To see how it increases latency, imagine that we have a page that is coded to timeout and render at 300ms after the HTTP request comes in. Further, imagine that nine of its backend queries complete in 50ms, but one laggard API is consistently taking 400ms due to underpowered hardware. At 300ms after the request, the server decides to render without the slow API data, and it sends the rendered HTML down to the client. Let's assume that the browser takes another 500ms to parse and display all the content, and it then re-issues an XHR to retrieve the missing data call. It is now about 800ms after the initial request, and we reset the clock on the slow data request. The slow API request takes another 400ms to complete, meaning that the data doesn't get to the browser until 1.2s after the first request, even though the actual latency was a third of that.

What's worse, in this example we've doubled the load on an already fragile service by making a call from both the server and the client. This is the kind of design that cascading failures are made of: it creates a tipping point in performance where a poorly performing service suddenly gets penalized with double the traffic, potentially bringing the service down.

To see the third way that server rendering engines can deal with misbehaving backends, notice that in our example, the slow data query has actually returned at 400ms, while the browser is rendering the content that came down from the server. We have the data on the server side, and if we could figure out a way to send it down to the client, we'd be able to avoid both the extra latency and the extra load on the backend.

It turns out that this is possible. By leaving the HTTP connection from the server to the client open and not closing the HTML document with an </html> tag, we can wait for the laggard data endpoint to return and then push it down in an inline <script> tag when it completes. The client side code will see this as an event that requires a re-render, and the slow data will be incorporated into the page. We will paint for the user as early as possible, and we won't increase the load on the backend service.

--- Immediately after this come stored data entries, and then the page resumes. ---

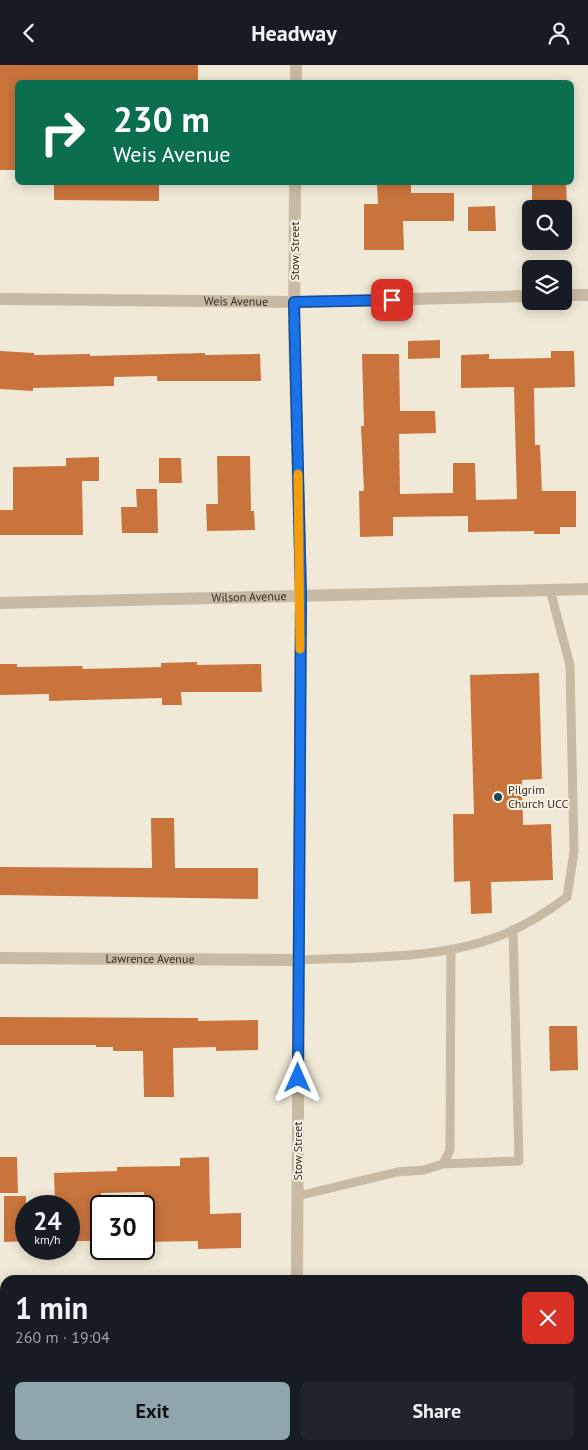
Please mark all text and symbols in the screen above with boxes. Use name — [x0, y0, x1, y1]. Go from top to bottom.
icon: back — [15, 19, 43, 47]
text: Headway — [251, 19, 337, 47]
icon: person — [545, 19, 573, 47]
text: 230 m — [113, 96, 210, 142]
icon: right — [30, 100, 95, 165]
text: Weis Avenue — [113, 140, 231, 168]
map controls — [522, 200, 572, 310]
button: search — [522, 200, 572, 250]
street label: Stow Street — [287, 222, 302, 281]
button: layers — [522, 260, 572, 310]
pin — [371, 279, 413, 321]
icon: arrive — [378, 286, 406, 314]
street label: Weis Avenue — [204, 293, 268, 309]
street label: Wilson Avenue — [211, 588, 287, 605]
place label: Pilgrim Church UCC — [508, 782, 569, 811]
marker: Pilgrim Church UCC — [492, 791, 504, 803]
street label: Lawrence Avenue — [105, 951, 195, 966]
position arrow — [271, 1051, 323, 1103]
street label: Stow Street — [290, 1122, 305, 1181]
speed limit sign: 30 — [90, 1195, 155, 1260]
text: 24 — [33, 1205, 62, 1237]
text: km/h — [34, 1232, 61, 1247]
text: 1 min — [15, 1288, 88, 1327]
button: close — [522, 1292, 574, 1344]
text: 260 m · 19:04 — [15, 1327, 110, 1347]
button: Exit — [15, 1382, 290, 1440]
button: Share — [300, 1382, 574, 1440]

react-server implements this third strategy by default. A developer doesn't need to do anything to get fault-tolerance and still have fast painting for the end user.

Enforce page hygiene through the Page API

Beyond data loading, there are a ton of frontend best practices that have been known for years, primarily around how to load CSS and JavaScript in the most performant way. Steve Souders pioneered this field with his books High Performance Websites and Even Faster Websites, and others have built on that work.

Unfortunately, though, although these rules are fairly well-known, they can be hard to follow in practice. Even if you have a page that follows all of the rules perfectly, over time other engineers come in and add features that make performance mistakes. A single external synchronous JavaScript file can obliterate months of careful performance work. Regular performance testing is one way to guard against mishaps, but it requires a lot of infrastructure and operational complexity.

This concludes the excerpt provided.